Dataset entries
◇ ◇ ◇ ◇ ◇
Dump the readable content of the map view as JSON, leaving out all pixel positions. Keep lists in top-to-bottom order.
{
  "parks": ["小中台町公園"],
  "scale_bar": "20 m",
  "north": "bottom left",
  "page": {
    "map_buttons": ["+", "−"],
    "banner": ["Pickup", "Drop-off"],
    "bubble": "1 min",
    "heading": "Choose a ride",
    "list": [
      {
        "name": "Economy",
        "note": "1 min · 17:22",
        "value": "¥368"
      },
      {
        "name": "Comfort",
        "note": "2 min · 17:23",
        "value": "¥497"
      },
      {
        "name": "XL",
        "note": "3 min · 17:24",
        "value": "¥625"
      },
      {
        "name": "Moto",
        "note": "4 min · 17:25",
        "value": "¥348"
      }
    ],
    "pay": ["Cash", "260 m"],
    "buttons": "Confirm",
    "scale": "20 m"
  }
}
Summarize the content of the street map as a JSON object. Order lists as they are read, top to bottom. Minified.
◇ ◇ ◇ ◇ ◇
| Assignment |
Reproduce each entry above exactly, keeping every word.

| Result of this task |
Dump the readable content of the map view as JSON, leaving out all pixel positions. Keep lists in top-to-bottom order.
{
  "parks": ["小中台町公園"],
  "scale_bar": "20 m",
  "north": "bottom left",
  "page": {
    "map_buttons": ["+", "−"],
    "banner": ["Pickup", "Drop-off"],
    "bubble": "1 min",
    "heading": "Choose a ride",
    "list": [
      {
        "name": "Economy",
        "note": "1 min · 17:22",
        "value": "¥368"
      },
      {
        "name": "Comfort",
        "note": "2 min · 17:23",
        "value": "¥497"
      },
      {
        "name": "XL",
        "note": "3 min · 17:24",
        "value": "¥625"
      },
      {
        "name": "Moto",
        "note": "4 min · 17:25",
        "value": "¥348"
      }
    ],
    "pay": ["Cash", "260 m"],
    "buttons": "Confirm",
    "scale": "20 m"
  }
}
Summarize the content of the street map as a JSON object. Order lists as they are read, top to bottom. Minified.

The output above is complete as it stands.